▶ Directions for this task
Look below. Copy each line that has "headline" in it.
###
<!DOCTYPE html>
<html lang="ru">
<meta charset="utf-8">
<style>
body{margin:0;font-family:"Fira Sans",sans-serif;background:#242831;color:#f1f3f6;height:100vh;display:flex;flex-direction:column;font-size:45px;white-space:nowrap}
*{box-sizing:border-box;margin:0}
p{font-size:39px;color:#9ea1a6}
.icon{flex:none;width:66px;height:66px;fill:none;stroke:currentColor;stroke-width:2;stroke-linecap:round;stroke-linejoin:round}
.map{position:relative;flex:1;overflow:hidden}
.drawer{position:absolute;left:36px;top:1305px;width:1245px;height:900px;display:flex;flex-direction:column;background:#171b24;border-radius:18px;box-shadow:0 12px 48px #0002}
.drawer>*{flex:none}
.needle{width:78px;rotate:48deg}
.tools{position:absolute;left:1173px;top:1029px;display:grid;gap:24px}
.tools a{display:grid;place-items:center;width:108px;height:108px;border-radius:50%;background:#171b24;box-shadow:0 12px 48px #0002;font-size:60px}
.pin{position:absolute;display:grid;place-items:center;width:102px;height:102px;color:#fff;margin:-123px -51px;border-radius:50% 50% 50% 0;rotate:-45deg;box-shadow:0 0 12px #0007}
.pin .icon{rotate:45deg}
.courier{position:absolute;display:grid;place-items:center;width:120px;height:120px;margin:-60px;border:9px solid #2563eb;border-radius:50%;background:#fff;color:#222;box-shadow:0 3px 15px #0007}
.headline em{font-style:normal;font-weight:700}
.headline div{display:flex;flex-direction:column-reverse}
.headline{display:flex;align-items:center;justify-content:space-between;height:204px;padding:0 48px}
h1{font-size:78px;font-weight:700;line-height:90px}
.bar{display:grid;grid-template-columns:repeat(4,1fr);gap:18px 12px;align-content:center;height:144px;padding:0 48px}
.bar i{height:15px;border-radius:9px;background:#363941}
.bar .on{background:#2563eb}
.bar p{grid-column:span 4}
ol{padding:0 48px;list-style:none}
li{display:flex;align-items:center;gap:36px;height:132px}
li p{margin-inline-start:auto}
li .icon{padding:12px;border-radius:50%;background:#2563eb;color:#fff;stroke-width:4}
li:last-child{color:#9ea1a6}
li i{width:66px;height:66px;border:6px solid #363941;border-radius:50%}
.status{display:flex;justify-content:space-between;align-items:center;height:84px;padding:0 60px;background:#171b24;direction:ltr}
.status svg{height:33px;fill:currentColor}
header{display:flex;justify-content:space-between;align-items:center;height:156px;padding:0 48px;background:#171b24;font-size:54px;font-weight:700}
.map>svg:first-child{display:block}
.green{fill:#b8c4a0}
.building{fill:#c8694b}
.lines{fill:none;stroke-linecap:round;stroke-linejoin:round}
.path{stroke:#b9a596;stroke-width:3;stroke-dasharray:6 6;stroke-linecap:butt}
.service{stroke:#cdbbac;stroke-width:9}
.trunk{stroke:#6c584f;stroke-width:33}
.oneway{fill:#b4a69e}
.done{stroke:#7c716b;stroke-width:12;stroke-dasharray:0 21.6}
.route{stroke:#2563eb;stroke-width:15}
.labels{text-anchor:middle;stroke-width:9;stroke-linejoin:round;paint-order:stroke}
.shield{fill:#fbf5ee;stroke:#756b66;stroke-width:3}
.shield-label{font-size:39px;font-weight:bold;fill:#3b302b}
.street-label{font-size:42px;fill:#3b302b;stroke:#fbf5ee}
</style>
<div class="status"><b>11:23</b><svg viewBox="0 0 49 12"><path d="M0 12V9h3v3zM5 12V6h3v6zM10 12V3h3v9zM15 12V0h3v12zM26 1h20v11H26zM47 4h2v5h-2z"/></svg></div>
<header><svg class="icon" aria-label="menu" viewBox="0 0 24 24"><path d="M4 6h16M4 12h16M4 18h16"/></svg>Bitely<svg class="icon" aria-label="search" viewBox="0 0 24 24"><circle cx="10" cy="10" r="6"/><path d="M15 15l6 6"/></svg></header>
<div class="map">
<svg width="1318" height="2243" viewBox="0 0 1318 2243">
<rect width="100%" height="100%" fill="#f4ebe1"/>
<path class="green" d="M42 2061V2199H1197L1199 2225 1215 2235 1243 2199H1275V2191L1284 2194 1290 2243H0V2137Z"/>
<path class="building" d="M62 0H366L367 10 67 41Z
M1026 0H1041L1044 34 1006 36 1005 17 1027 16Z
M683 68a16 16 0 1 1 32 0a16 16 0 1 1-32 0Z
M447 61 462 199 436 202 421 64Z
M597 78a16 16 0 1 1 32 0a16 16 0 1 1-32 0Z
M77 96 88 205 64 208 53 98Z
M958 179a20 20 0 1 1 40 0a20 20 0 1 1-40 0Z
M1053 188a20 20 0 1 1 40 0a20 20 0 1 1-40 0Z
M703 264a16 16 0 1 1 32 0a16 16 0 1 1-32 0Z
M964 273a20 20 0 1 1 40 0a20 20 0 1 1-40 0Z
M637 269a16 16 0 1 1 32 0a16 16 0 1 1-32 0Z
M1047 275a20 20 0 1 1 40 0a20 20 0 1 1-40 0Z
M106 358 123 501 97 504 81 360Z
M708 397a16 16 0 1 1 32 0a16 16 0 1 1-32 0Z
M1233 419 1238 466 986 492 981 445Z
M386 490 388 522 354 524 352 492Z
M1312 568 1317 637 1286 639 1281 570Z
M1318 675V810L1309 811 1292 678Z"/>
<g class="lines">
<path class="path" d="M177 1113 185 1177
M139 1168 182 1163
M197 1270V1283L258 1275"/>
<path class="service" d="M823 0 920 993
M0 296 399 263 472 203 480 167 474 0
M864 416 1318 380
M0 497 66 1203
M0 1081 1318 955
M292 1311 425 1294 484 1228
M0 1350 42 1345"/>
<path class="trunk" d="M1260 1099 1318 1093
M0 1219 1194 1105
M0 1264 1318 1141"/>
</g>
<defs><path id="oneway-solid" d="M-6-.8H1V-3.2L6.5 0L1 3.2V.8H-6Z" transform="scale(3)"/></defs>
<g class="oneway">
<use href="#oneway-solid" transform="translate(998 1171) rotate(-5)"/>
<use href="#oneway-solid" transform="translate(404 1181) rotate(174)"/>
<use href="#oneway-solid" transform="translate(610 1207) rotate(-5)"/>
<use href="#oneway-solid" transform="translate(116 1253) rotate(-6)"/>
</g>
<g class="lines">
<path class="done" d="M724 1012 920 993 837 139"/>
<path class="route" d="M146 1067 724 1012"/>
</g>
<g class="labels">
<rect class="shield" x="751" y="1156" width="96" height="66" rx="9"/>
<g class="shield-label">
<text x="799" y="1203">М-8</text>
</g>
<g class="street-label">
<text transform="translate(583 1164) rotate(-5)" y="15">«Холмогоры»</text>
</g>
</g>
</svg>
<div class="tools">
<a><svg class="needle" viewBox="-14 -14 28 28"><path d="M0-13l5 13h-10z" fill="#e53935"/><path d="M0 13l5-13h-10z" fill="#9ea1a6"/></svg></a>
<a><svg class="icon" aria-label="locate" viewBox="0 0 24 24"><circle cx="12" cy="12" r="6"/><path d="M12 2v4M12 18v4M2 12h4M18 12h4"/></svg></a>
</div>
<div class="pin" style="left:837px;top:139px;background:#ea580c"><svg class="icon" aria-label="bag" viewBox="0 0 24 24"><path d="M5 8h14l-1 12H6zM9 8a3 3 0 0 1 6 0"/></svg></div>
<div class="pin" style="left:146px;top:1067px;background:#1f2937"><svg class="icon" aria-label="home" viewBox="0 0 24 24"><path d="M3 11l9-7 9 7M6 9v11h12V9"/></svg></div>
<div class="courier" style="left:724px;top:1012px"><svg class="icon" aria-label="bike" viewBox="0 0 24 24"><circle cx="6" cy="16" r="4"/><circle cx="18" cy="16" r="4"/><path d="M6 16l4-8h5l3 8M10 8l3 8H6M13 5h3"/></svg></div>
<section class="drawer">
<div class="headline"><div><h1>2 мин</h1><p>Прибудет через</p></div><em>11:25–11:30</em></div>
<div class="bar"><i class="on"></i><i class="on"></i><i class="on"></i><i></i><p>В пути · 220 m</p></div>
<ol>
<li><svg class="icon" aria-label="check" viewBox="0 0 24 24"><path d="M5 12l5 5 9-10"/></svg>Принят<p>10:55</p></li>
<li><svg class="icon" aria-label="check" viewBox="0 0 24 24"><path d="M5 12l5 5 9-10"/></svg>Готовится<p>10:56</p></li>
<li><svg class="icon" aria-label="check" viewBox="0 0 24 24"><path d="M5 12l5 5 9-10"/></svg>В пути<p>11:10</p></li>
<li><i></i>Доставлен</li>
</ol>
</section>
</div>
###
▶ Task output
.headline em{font-style:normal;font-weight:700}
.headline div{display:flex;flex-direction:column-reverse}
.headline{display:flex;align-items:center;justify-content:space-between;height:204px;padding:0 48px}
<div class="headline"><div><h1>2 мин</h1><p>Прибудет через</p></div><em>11:25–11:30</em></div>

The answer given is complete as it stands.